There’s a line to get into every Irish pub in the city on St. Patrick’s Day, but none seem quite as long as the one at McSorley’s, arguably the city’s oldest bar. From the time the doors open at 8am until the last customers are booted out at 1 a.m., the queue winds well around the block, with St. Patrick’s Day revelers willing to stand in the cold for several hours to drink where supposedly Woody Guthrie, John Lennon, and believe it or not, even Abe Lincoln downed a pint.
On St. Patrick’s and every other day, current owner Mattie Maher—his is the third family to run the tavern—upholds a strict no-tolerance policy regarding drunk surliness, the longtime motto being “Be Good or Be Gone” (preferable to the now-abandoned philosophy of “Good Ale, Raw Onions, and No Ladies.”) For the McSorley’s staff, this must be the longest, most grueling day of the year.
We talk with bartender Gregory de la Haba about getting through the holiday, the bar’s trademark sawdust-strewn floors, and who gets bathroom duty.
How long have you been at McSorley’s? Since I got the owner’s daughter pregnant about 4 1/2 years ago.
Are you the son-in-law? Now I am. Ha.
How long does it take to get in on St. Patrick’s Day? We open up the doors at 8 Am, and within about five minutes, we fill up. The poor guy who gets cut off has to wait at least another three more hours before he’s let in, because once people are in, they’re not leaving until they get thrown out.
People literally stand outside for three hours? On that day, easily.
And people actually start lining up at 8 a.m.? Every year it gets earlier and earlier. Last year the first four people came at 5:15 a.m. They say St. Patrick’s Day is amateur’s day when it comes to drinking—but not here.
Who are these people who come at 5 a.m.? Do they tailgate? If we catch ’em drinking early, we send them on their way. But they’re all good guys, regulars. Normally, we see the same people year after year. Everybody who comes here that day has been here the year before, or been here 10 years in a row, twenty years in a row. We have groups that have been coming for 30 years.
What customer do you look forward to seeing the most on St. Patrick’s Day? All the regulars..I’ll tell you this. We have customers throughout the year, that if they don’t come in on a certain day, we’ll call to see if they’re okay. Like, this gentleman [gesturing to a man across from him, eating dinner] comes every Monday night for the leg of lamb. I only see him Monday nights, and he’s here every Monday night.

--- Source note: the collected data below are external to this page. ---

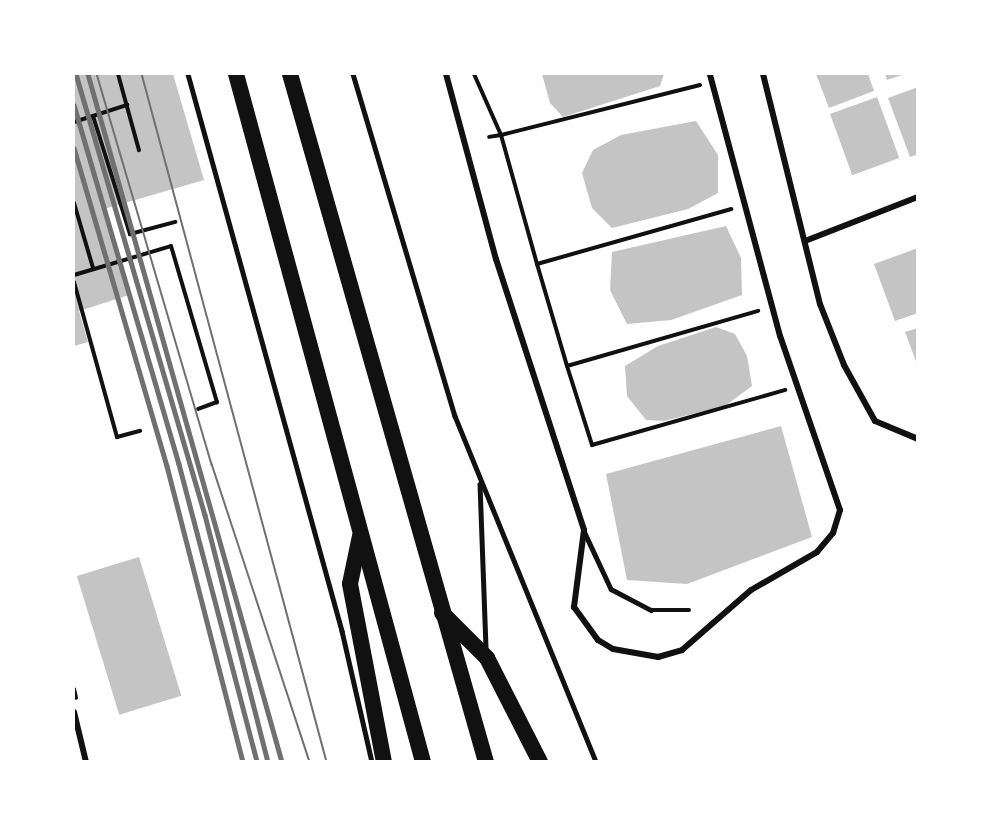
<!DOCTYPE html>
<style>
body{margin:0}
#map{position:relative;width:991px;height:835px;overflow:hidden;background:#fff;font-family:Quicksand,sans-serif}
div>[style]{position:absolute}
.building>*{inset:0;background:#c4c4c4;transform-origin:0 0}
.path>*{height:4px;margin:-2px;padding:0 2px;transform-origin:2px;border-radius:2px;background:#111}
.service>*{height:4.5px;margin:-2.25px;padding:0 2.25px;transform-origin:2.25px;border-radius:2.25px;background:#111}
.minor>*{height:6px;margin:-3px;padding:0 3px;transform-origin:3px;border-radius:3px;background:#111}
.trunk>*{height:16px;margin:-8px;padding:0 8px;transform-origin:8px;border-radius:8px;background:#111}
.tram>*{height:1.5px;margin:-0.75px;padding:0 0.75px;transform-origin:0.75px;border-radius:0.75px;background:#707070}
.rail>*{height:4.5px;margin:-2.25px;padding:0 2.25px;transform-origin:2.25px;border-radius:2.25px;background:#707070}
span{translate:-50% -50%;white-space:nowrap;text-align:center;line-height:1.15;-webkit-text-stroke:5px #fff;paint-order:stroke}
.frame{position:absolute;inset:0;border:75px solid #fff;pointer-events:none}
</style>
<div id="map">
<div class="building">
<i style="clip-path:polygon(74px 74px,173px 74px,204px 180px,104px 209px,129px 295px,79px 311px,88px 342px,74px 346px)"></i>
<i style="clip-path:polygon(542px 74px,664px 74px,660px 86px,563px 117px,550px 103px)"></i>
<i style="clip-path:polygon(816px 74px,868px 74px,874px 91px,829px 108px)"></i>
<i style="clip-path:polygon(885px 74px,905px 74px,887px 80px)"></i>
<i style="clip-path:polygon(918px 87px,918px 154px,910px 157px,888px 98px)"></i>
<i style="left:877px;top:97px;width:65px;height:50px;rotate:70deg"></i>
<i style="clip-path:polygon(696px 121px,718px 155px,718px 193px,688px 209px,612px 228px,592px 208px,582px 173px,593px 150px,621px 135px)"></i>
<i style="clip-path:polygon(726px 226px,741px 258px,742px 295px,671px 320px,627px 324px,610px 290px,612px 252px)"></i>
<i style="clip-path:polygon(918px 248px,918px 313px,895px 321px,874px 264px)"></i>
<i style="clip-path:polygon(716px 327px,735px 334px,747px 356px,752px 386px,725px 406px,664px 421px,646px 420px,627px 396px,625px 366px,658px 346px)"></i>
<i style="clip-path:polygon(918px 328px,918px 364px,917px 364px,905px 332px)"></i>
<i style="clip-path:polygon(781px 426px,812px 537px,687px 584px,627px 580px,606px 474px)"></i>
<i style="left:139px;top:557px;width:145px;height:65px;rotate:73deg"></i>
</div>
<div class="path">
<i style="left:118px;top:74px;width:79px;rotate:74.6deg"></i>
<i style="left:474px;top:74px;width:67px;rotate:66.1deg"></i>
<i style="left:501px;top:135px;width:12px;rotate:171deg"></i>
<i style="left:700px;top:85px;width:205px;rotate:165.9deg"></i>
<i style="left:501px;top:135px;width:134px;rotate:74.4deg"></i>
<i style="left:537px;top:264px;width:202px;rotate:-15.8deg"></i>
<i style="left:93px;top:116px;width:124px;rotate:72.6deg"></i>
<i style="left:130px;top:234px;width:47px;rotate:-14.9deg"></i>
<i style="left:74px;top:122px;width:56px;rotate:-17.8deg"></i>
<i style="left:74px;top:203px;width:68px;rotate:73.7deg"></i>
<i style="left:537px;top:264px;width:106px;rotate:73.6deg"></i>
<i style="left:567px;top:366px;width:199px;rotate:-16.1deg"></i>
<i style="left:74px;top:275px;width:101px;rotate:-16.6deg"></i>
<i style="left:171px;top:246px;width:163px;rotate:73.6deg"></i>
<i style="left:217px;top:402px;width:20px;rotate:160deg"></i>
<i style="left:74px;top:282px;width:161px;rotate:74.5deg"></i>
<i style="left:117px;top:437px;width:24px;rotate:-15deg"></i>
<i style="left:567px;top:366px;width:83px;rotate:72.4deg"></i>
<i style="left:592px;top:445px;width:201px;rotate:-15.9deg"></i>
<i style="left:74px;top:689px;width:9px;rotate:77deg"></i>
</div>
<div class="service">
<i style="left:188px;top:74px;width:578px;rotate:74.54deg"></i>
<i style="left:342px;top:631px;width:134px;rotate:77.1deg"></i>
<i style="left:353px;top:74px;width:357px;rotate:73.4deg"></i>
<i style="left:455px;top:416px;width:374px;rotate:67.8deg"></i>
<i style="left:480px;top:484px;width:165px;rotate:87.9deg"></i>
<i style="left:584px;top:531px;width:64px;rotate:65deg"></i>
<i style="left:611px;top:589px;width:45px;rotate:27.7deg"></i>
<i style="left:651px;top:610px;width:38px"></i>
</div>
<div class="minor">
<i style="left:446px;top:74px;width:192px;rotate:74.9deg"></i>
<i style="left:496px;top:259px;width:285px;rotate:72deg"></i>
<i style="left:584px;top:530px;width:78px;rotate:97.4deg"></i>
<i style="left:574px;top:607px;width:41px;rotate:54deg"></i>
<i style="left:598px;top:640px;width:17px;rotate:31deg"></i>
<i style="left:613px;top:649px;width:46px;rotate:10.1deg"></i>
<i style="left:658px;top:657px;width:25px;rotate:-16deg"></i>
<i style="left:682px;top:650px;width:91px;rotate:-41deg"></i>
<i style="left:751px;top:590px;width:76px;rotate:-29.9deg"></i>
<i style="left:817px;top:552px;width:25px;rotate:-50deg"></i>
<i style="left:833px;top:533px;width:24px;rotate:-73deg"></i>
<i style="left:840px;top:510px;width:184px;rotate:-109deg"></i>
<i style="left:780px;top:336px;width:271px;rotate:-105deg"></i>
<i style="left:763px;top:74px;width:237px;rotate:76.1deg"></i>
<i style="left:820px;top:304px;width:66px;rotate:68.5deg"></i>
<i style="left:844px;top:365px;width:64px;rotate:61deg"></i>
<i style="left:875px;top:421px;width:47px;rotate:22.7deg"></i>
<i style="left:805px;top:241px;width:121px;rotate:-21.3deg"></i>
<i style="left:74px;top:712px;width:51px;rotate:76.5deg"></i>
</div>
<div class="trunk">
<i style="left:236px;top:74px;width:713px;rotate:74.79deg"></i>
<i style="left:290px;top:74px;width:715px;rotate:74.1deg"></i>
<i style="left:360px;top:536px;width:49px;rotate:101.8deg"></i>
<i style="left:350px;top:584px;width:181px;rotate:79.2deg"></i>
<i style="left:442px;top:613px;width:64px;rotate:45deg"></i>
<i style="left:487px;top:658px;width:117px;rotate:63deg"></i>
</div>
<div class="tram">
<i style="left:97px;top:74px;width:407px;rotate:73.6deg"></i>
<i style="left:212px;top:464px;width:314px;rotate:71.8deg"></i>
<i style="left:142px;top:74px;width:712px;rotate:74.95deg"></i>
</div>
<div class="rail">
<i style="left:76px;top:74px;width:459px;rotate:73.7deg"></i>
<i style="left:205px;top:515px;width:255px;rotate:75.7deg"></i>
<i style="left:88px;top:74px;width:715px;rotate:74.25deg"></i>
<i style="left:74px;top:105px;width:374px;rotate:73.7deg"></i>
<i style="left:179px;top:464px;width:308px;rotate:75.3deg"></i>
<i style="left:74px;top:148px;width:331px;rotate:73.7deg"></i>
<i style="left:167px;top:466px;width:306px;rotate:75.6deg"></i>
</div>
<div class="frame"></div>
</div>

How has McSorley’s managed to stay open for so long [since 1854]? Yeah, even the legendary places close. Look at Second Avenue Deli, look at Billy’s up on First Avenue. I think it’s because our motto has been “Be Good or Be Gone,” we serve good ale, and we keep it simple: we open the doors each day, and the customers do the rest… Oh. [Talking to leg-of-of-lamb diner] And as this customer says, we own the building.
Who lives upstairs? Do you? No, but most of the staff do. All cousins, relatives of the family.
How many of you have to work on St. Patrick’s Day? The whole staff, everyone has to work that day. 14 people.
Who gets bathroom duty? We call that “The Shithouse.” And we have a guy, his name is Bobby Bongos. He’s a superb bongo player, percussionist. Plays all over town—he’s played bongos all over the world, actually. When he’s not playing his bongos, he’s doing the shithouse in the back.
How long has he been doing The Shithouse? Maybe 10 years now.
That’s a special man. So what goes faster, the light or dark beer? They’re both equally delicious and nutritious.
What are some problems that usually arise on St. Patrick’s Day? There’s usually one idiot out of the whole group of 20 guys. Even the friends know which one’s going to puke first. Sure enough, they’re right.
Who gets stuck cleaning up afterward? Is there a pecking order? Whoever’s section it is. We just throw some more sawdust down and sweep it up.
So sawdust takes care of everything? Sawdust is the cure-all.